So who should view the visual evidence of these shootings, the photos and videos of the sometimes horribly mangled bodies of victims? I’ll tell you who: every single member of Congress who has consistently voted against even the most modest restrictions on gun possession and use. They should not just be permitted to view the photos, they should be required to do so. They should be obligated to see, up close, exactly what their fecklessness and cowardice have wrought. They are the people with the power to act and yet who refuse to do so, even in the face of public demand. They are the people with real blood on their hands.
When I talk about this “requirement,” I don’t think it should be taken figuratively or casually, something that could be done by a staffer or quickly breezed through as part of a longer meeting. These legislators should be strapped into a chair and have their heads snugly cradled, facing forward. If necessary there should be an apparatus that hold their eyelids open. The 1972 Stanley Kubrick film, “A Clockwork Orange” contains a good prototype for such equipment, and its development would be worth every penny of taxpayer money.

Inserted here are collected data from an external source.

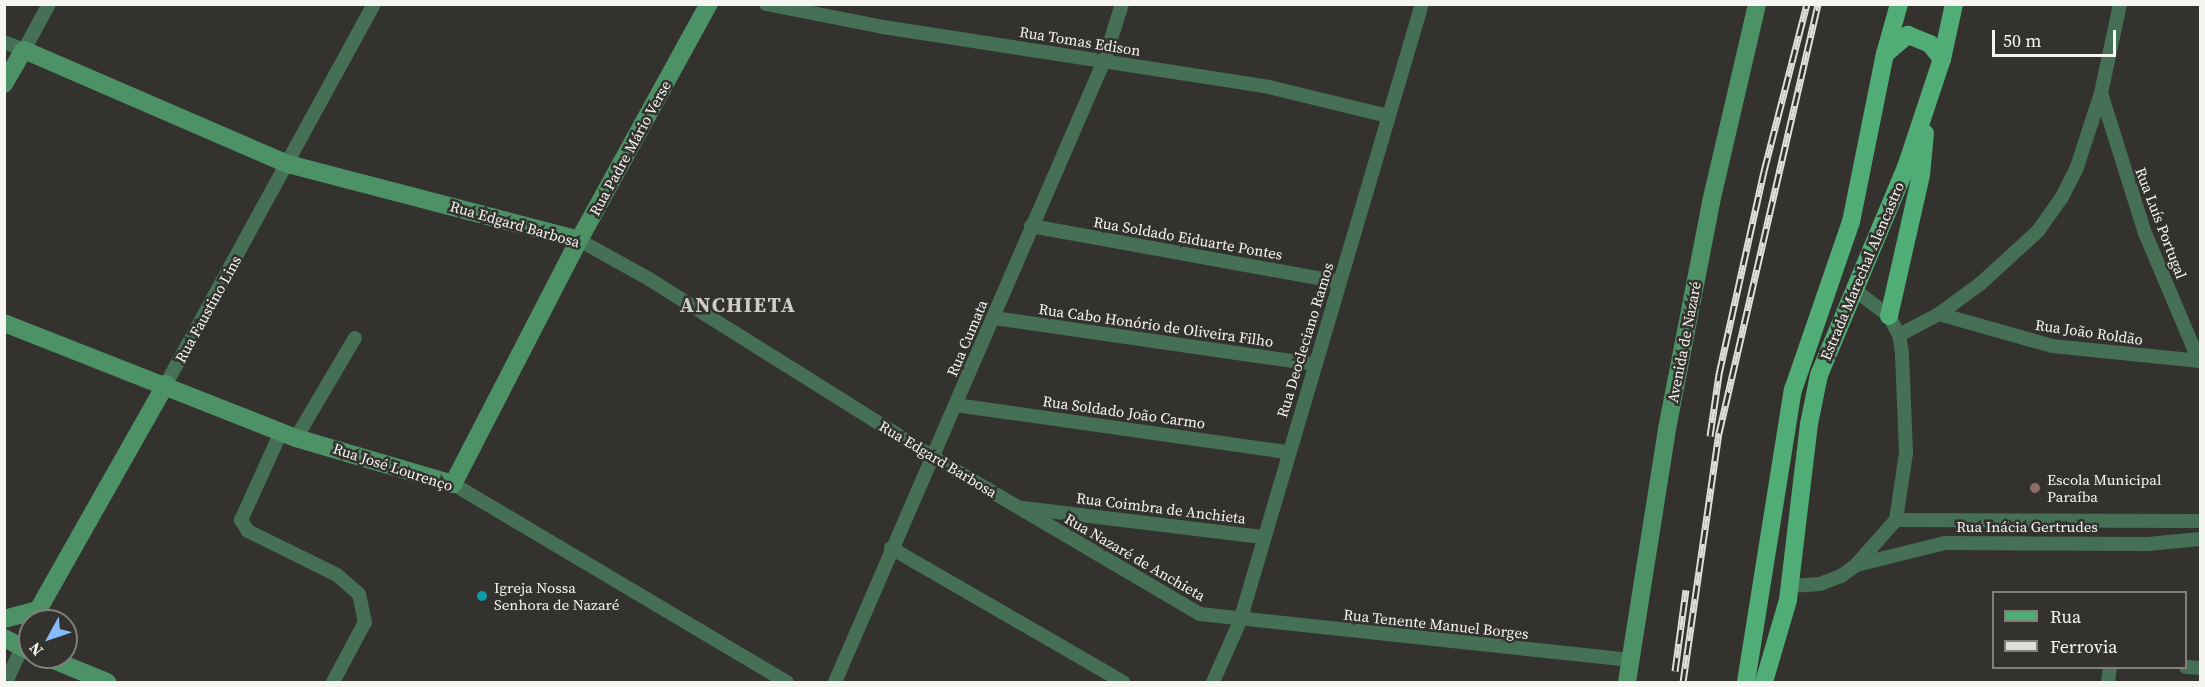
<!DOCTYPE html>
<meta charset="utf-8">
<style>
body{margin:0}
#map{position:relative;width:2205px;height:687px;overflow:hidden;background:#33322e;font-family:"Source Serif 4",serif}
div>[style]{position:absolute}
.street>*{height:14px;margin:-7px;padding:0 7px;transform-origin:7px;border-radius:7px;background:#467055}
.secondary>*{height:18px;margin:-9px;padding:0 9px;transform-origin:9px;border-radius:9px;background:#4d9267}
.primary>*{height:18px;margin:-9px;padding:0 9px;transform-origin:9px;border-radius:9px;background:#50ad75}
.rail>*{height:7px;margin-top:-3.5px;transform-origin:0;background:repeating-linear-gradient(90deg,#33322e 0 14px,#dededb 0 28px);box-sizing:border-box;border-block:2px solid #dededb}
.dots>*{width:16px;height:16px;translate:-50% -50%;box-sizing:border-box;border:3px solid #33322e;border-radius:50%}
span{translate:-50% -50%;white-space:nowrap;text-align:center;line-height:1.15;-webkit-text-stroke:5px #33322e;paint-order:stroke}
.street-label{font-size:15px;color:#f5f5f2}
.poi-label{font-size:15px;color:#f5f5f2}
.left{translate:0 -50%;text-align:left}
.district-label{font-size:21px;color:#cdccc6;font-weight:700;letter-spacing:1.5px}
.frame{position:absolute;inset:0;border:6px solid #f5f5f2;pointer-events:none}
.legend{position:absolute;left:1992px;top:591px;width:195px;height:78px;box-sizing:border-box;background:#33322e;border:2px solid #81807c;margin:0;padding:8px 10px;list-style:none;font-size:18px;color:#f5f5f2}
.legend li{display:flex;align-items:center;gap:12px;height:30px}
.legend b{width:30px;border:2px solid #81807c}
.north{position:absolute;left:18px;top:609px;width:60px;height:60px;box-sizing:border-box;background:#33322e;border:2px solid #81807c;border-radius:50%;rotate:230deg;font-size:16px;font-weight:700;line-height:24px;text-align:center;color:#f5f5f2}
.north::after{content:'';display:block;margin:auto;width:21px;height:27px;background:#85bbfb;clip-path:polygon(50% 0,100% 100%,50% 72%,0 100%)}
.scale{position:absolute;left:1992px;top:30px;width:124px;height:27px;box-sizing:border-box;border:3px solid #f5f5f2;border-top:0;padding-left:8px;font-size:18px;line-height:21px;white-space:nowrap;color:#f5f5f2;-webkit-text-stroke:4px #33322e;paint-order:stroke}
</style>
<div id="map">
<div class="street">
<div style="left:766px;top:4px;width:119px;rotate:11.1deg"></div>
<div style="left:883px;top:27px;width:391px;rotate:8.8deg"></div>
<div style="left:1269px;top:87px;width:122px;rotate:13.7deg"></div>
<div style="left:4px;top:42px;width:22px;rotate:22deg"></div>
<div style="left:24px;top:50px;width:52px;rotate:-61.5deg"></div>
<div style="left:2101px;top:93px;width:147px;rotate:72.6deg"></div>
<div style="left:2145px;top:233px;width:139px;rotate:67.1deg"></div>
<div style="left:1031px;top:226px;width:313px;rotate:10.3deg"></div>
<div style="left:579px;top:240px;width:80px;rotate:29.1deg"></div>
<div style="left:649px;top:279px;width:335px;rotate:32.1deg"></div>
<div style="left:933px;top:457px;width:310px;rotate:30.5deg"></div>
<div style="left:1200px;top:614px;width:431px;rotate:6.1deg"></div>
<div style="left:1939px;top:314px;width:117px;rotate:15.8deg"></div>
<div style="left:2052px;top:346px;width:149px;rotate:5.8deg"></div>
<div style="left:994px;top:318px;width:323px;rotate:8.2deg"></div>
<div style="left:1899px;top:335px;width:45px;rotate:-27.7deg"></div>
<div style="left:1939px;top:314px;width:51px;rotate:-36.2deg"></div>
<div style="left:1980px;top:284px;width:79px;rotate:-42.4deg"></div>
<div style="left:2038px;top:231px;width:42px;rotate:-54.8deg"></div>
<div style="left:2062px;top:197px;width:34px;rotate:-63deg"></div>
<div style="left:2077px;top:167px;width:78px;rotate:-72deg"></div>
<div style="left:2101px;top:93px;width:91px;rotate:-77.9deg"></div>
<div style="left:166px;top:384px;width:433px;rotate:-61.3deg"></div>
<div style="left:956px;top:405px;width:335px;rotate:8.1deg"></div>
<div style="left:281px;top:432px;width:97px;rotate:114.4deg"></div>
<div style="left:241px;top:520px;width:13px;rotate:58deg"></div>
<div style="left:248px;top:531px;width:99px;rotate:26.3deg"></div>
<div style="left:337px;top:575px;width:29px;rotate:41deg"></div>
<div style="left:359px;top:594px;width:29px;rotate:78deg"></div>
<div style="left:365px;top:622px;width:68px;rotate:118.1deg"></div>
<div style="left:296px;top:438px;width:116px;rotate:-59.5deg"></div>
<div style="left:453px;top:484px;width:388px;rotate:30.7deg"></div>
<div style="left:1023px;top:508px;width:243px;rotate:6.9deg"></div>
<div style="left:1896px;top:520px;width:304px;rotate:0.2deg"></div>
<div style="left:891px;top:548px;width:268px;rotate:30deg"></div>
<div style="left:1856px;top:565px;width:92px;rotate:-13.9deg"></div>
<div style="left:1945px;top:543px;width:203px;rotate:0.3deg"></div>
<div style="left:2148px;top:544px;width:52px;rotate:-5.5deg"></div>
<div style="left:1790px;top:586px;width:30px;rotate:-4deg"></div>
<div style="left:1820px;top:584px;width:22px;rotate:-21deg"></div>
<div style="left:1841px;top:576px;width:19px;rotate:-36deg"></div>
<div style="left:1856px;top:565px;width:60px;rotate:-48.4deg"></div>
<div style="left:1896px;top:520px;width:68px;rotate:-81.5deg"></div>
<div style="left:1906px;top:453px;width:100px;rotate:-92.3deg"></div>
<div style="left:1902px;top:353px;width:18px;rotate:-99deg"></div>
<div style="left:1899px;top:335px;width:21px;rotate:-118deg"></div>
<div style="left:1889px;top:316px;width:41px;rotate:-142.9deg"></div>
<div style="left:2186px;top:667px;width:14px;rotate:4deg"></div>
<div style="left:6px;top:682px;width:38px;rotate:-65deg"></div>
<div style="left:835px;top:682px;width:677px;rotate:-66.58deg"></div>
<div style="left:1104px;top:61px;width:60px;rotate:-72.5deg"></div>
<div style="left:1213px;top:682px;width:67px;rotate:-66.1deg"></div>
<div style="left:1240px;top:621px;width:643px;rotate:-73.57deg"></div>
<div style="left:2108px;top:682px;width:14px;rotate:-82deg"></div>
</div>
<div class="secondary">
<div style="left:4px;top:84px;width:39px;rotate:-60deg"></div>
<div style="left:24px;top:50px;width:288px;rotate:23.4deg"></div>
<div style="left:288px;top:164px;width:301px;rotate:14.6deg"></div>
<div style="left:4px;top:323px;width:314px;rotate:21.5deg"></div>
<div style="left:296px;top:438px;width:164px;rotate:16.3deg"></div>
<div style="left:453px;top:484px;width:275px;rotate:-62.7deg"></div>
<div style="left:579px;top:240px;width:269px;rotate:-61.2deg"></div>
<div style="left:4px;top:619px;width:35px;rotate:-15deg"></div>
<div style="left:38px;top:621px;width:11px;rotate:-90deg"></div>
<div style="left:38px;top:610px;width:260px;rotate:-60.5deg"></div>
<div style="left:4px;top:638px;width:29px;rotate:27deg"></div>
<div style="left:46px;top:657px;width:66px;rotate:22.3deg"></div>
<div style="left:1627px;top:682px;width:256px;rotate:-81deg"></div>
<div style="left:1667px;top:429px;width:231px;rotate:-79deg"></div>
<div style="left:1711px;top:202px;width:203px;rotate:-76.9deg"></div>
</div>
<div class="primary">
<div style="left:1885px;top:54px;width:30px;rotate:-40deg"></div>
<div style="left:1908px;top:35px;width:24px;rotate:22deg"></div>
<div style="left:1930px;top:44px;width:19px;rotate:51deg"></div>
<div style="left:1889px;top:316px;width:145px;rotate:-77.2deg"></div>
<div style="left:1921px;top:175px;width:42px;rotate:-84.6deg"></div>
<div style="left:1746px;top:682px;width:296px;rotate:-80.9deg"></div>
<div style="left:1793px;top:390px;width:178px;rotate:-71deg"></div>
<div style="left:1851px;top:222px;width:171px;rotate:-78.6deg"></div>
<div style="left:1885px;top:54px;width:52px;rotate:-74.4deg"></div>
<div style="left:1764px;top:682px;width:85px;rotate:-73.7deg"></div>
<div style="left:1788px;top:600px;width:177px;rotate:-83.2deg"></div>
<div style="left:1809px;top:424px;width:50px;rotate:-78.5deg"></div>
<div style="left:1819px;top:375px;width:225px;rotate:-67.3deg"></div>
<div style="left:1906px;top:167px;width:114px;rotate:-71.6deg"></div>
<div style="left:1942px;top:59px;width:56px;rotate:-77.7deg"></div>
</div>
<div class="rail">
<div style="left:1710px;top:436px;width:63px;rotate:-81.7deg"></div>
<div style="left:1719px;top:374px;width:208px;rotate:-77.5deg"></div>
<div style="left:1764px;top:171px;width:172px;rotate:-75.6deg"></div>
<div style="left:1675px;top:671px;width:82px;rotate:-82.3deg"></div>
<div style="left:1683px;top:682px;width:252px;rotate:-81.8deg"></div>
<div style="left:1719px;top:433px;width:440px;rotate:-77deg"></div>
</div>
<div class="dots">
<div style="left:2035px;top:488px;background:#8d6e63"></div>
<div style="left:482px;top:596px;background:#0f9aa8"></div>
</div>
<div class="street-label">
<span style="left:1080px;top:41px;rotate:9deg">Rua Tomas Edison</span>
<span style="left:630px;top:148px;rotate:-61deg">Rua Padre Mário Verse</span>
<span style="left:2161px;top:223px;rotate:69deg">Rua Luís Portugal</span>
<span style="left:515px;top:224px;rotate:16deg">Rua Edgard Barbosa</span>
<span style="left:1188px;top:238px;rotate:10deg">Rua Soldado Eiduarte Pontes</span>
<span style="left:1862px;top:271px;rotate:-67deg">Estrada Marechal Alencastro</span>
<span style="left:208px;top:309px;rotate:-61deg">Rua Faustino Lins</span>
<span style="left:1156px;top:325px;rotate:8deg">Rua Cabo Honório de Oliveira Filho</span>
<span style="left:2089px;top:332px;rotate:8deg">Rua João Roldão</span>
<span style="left:967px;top:338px;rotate:-67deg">Rua Cumata</span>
<span style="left:1305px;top:340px;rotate:-73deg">Rua Deocleciano Ramos</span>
<span style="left:1684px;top:342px;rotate:-79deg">Avenida de Nazaré</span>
<span style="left:1124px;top:412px;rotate:8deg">Rua Soldado João Carmo</span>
<span style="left:938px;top:459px;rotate:31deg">Rua Edgard Barbosa</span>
<span style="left:393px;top:467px;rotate:18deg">Rua José Lourenço</span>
<span style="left:1161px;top:508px;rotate:7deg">Rua Coimbra de Anchieta</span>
<span style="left:2027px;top:527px">Rua Inácia Gertrudes</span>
<span style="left:1135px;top:557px;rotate:30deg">Rua Nazaré de Anchieta</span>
<span style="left:1436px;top:624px;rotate:6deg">Rua Tenente Manuel Borges</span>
</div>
<div class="poi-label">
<span class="left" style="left:2047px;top:488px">Escola Municipal<br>Paraíba</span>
<span class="left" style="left:494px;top:596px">Igreja Nossa<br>Senhora de Nazaré</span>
</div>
<div class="district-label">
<span style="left:738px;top:305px">ANCHIETA</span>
</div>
<div class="frame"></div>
<ul class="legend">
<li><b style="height:8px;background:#50ad75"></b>Rua</li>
<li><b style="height:8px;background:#dededb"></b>Ferrovia</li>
</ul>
<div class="north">N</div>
<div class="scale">50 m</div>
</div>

If I could write the whole ticket for this requirement, it would include Wayne LaPierre and all the officers of the NRA, as well as U.S. Supreme Court justices Thomas, Alito, Barrett, Gorsuch, and Kavanaugh. After all, these are the people who maintain the current, utterly fictitious interpretation of the Second Amendment. You know, the one that appears to include in its description of “a well-ordered militia” characters like the shooters at a bowling alley and a restaurant in Lewiston, Maine; at the Allen Premium Outlets in Allen, Texas; at the Star Ballroom Dance Studio in Monterey Park, California; at Ross Elementary in Uvalde, Texas; and at the Tops Supermarket in Buffalo, New York, along with the string of other assorted violent sociopaths who are responsible for so many needless deaths in over 1100 mass shootings across the nation in just the last two years.
I say let’s have “compulsory viewing” for the lot of them. After all, it’s only right that the people who have caused so many blood-chilling visions for America’s citizens should experience some horrible nightmares of their own.